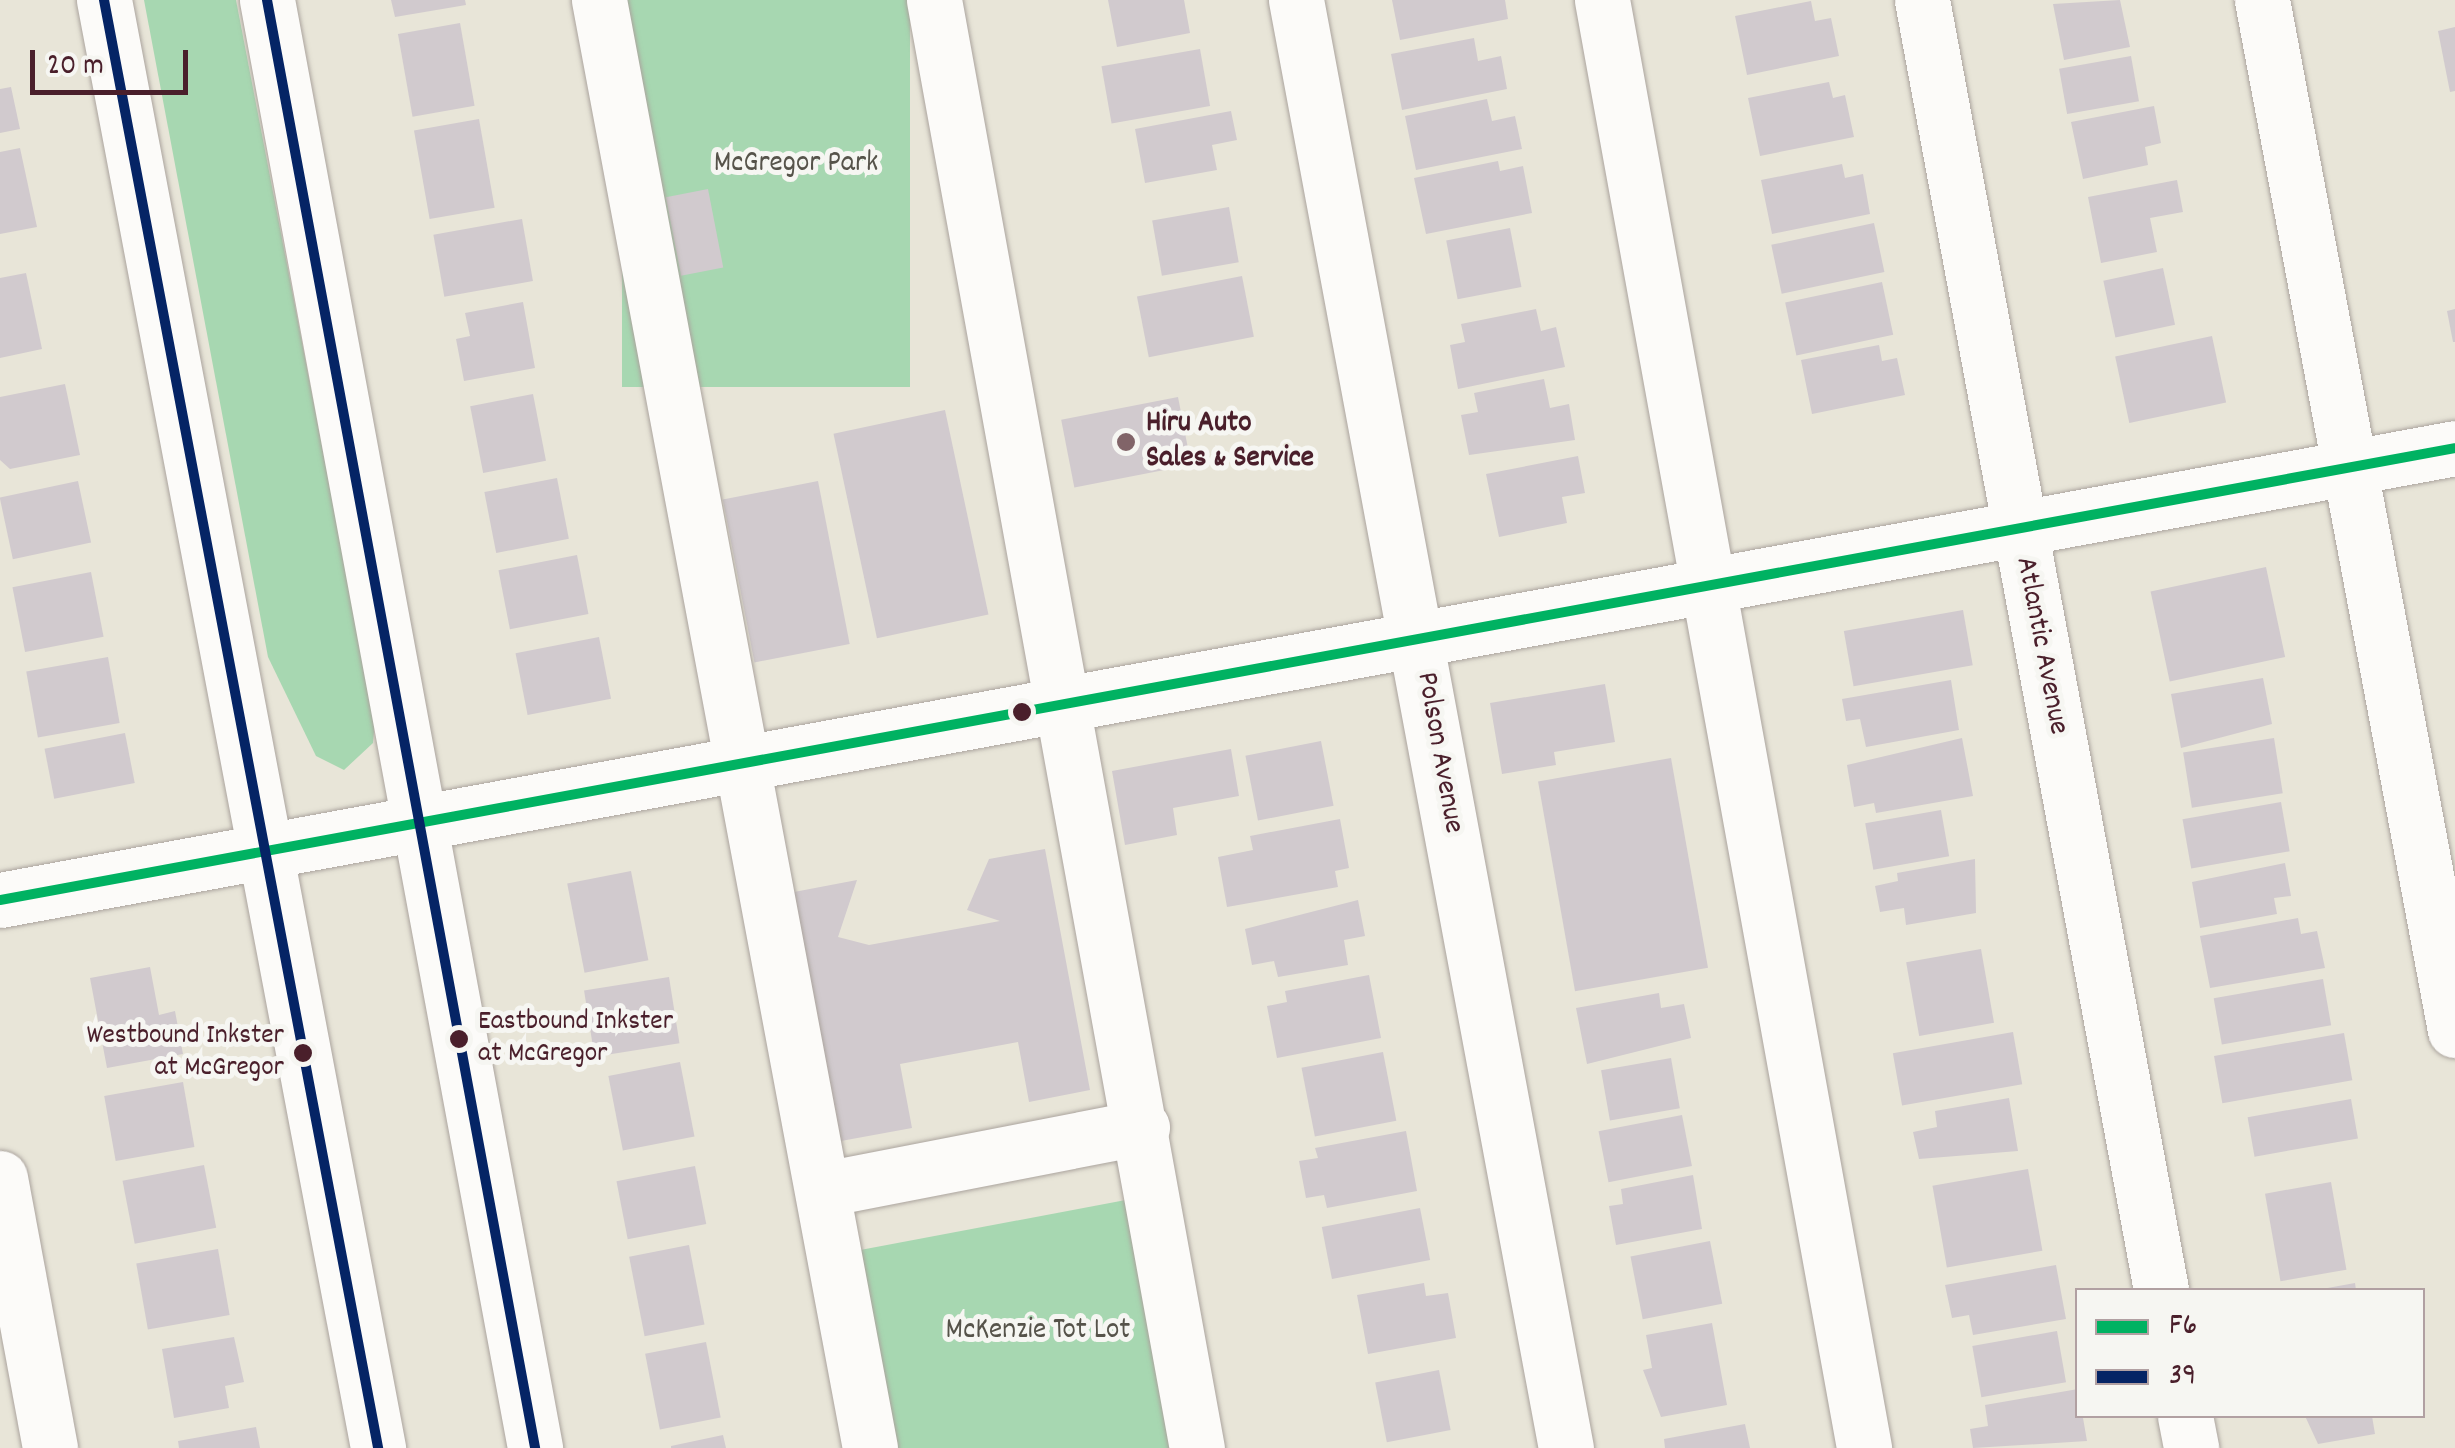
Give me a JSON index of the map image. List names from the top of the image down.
{
  "streets": {
    "main road": ["Atlantic Avenue", "Polson Avenue"]
  },
  "parks": ["McGregor Park", "McKenzie Tot Lot"],
  "places": ["Hiru Auto Sales & Service", "Eastbound Inkster at McGregor", "Westbound Inkster at McGregor"],
  "lines": ["transit line 39", "transit line F6"],
  "legend": ["F6", "39"],
  "scale_bar": "20 m"
}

· · · · · · ·

» **Problem requirements**: Because the pictures are not wanted, retype only the text of every record, exactly as given.

» **Answer**:
Give me a JSON index of the map image. List names from the top of the image down.
{
  "streets": {
    "main road": ["Atlantic Avenue", "Polson Avenue"]
  },
  "parks": ["McGregor Park", "McKenzie Tot Lot"],
  "places": ["Hiru Auto Sales & Service", "Eastbound Inkster at McGregor", "Westbound Inkster at McGregor"],
  "lines": ["transit line 39", "transit line F6"],
  "legend": ["F6", "39"],
  "scale_bar": "20 m"
}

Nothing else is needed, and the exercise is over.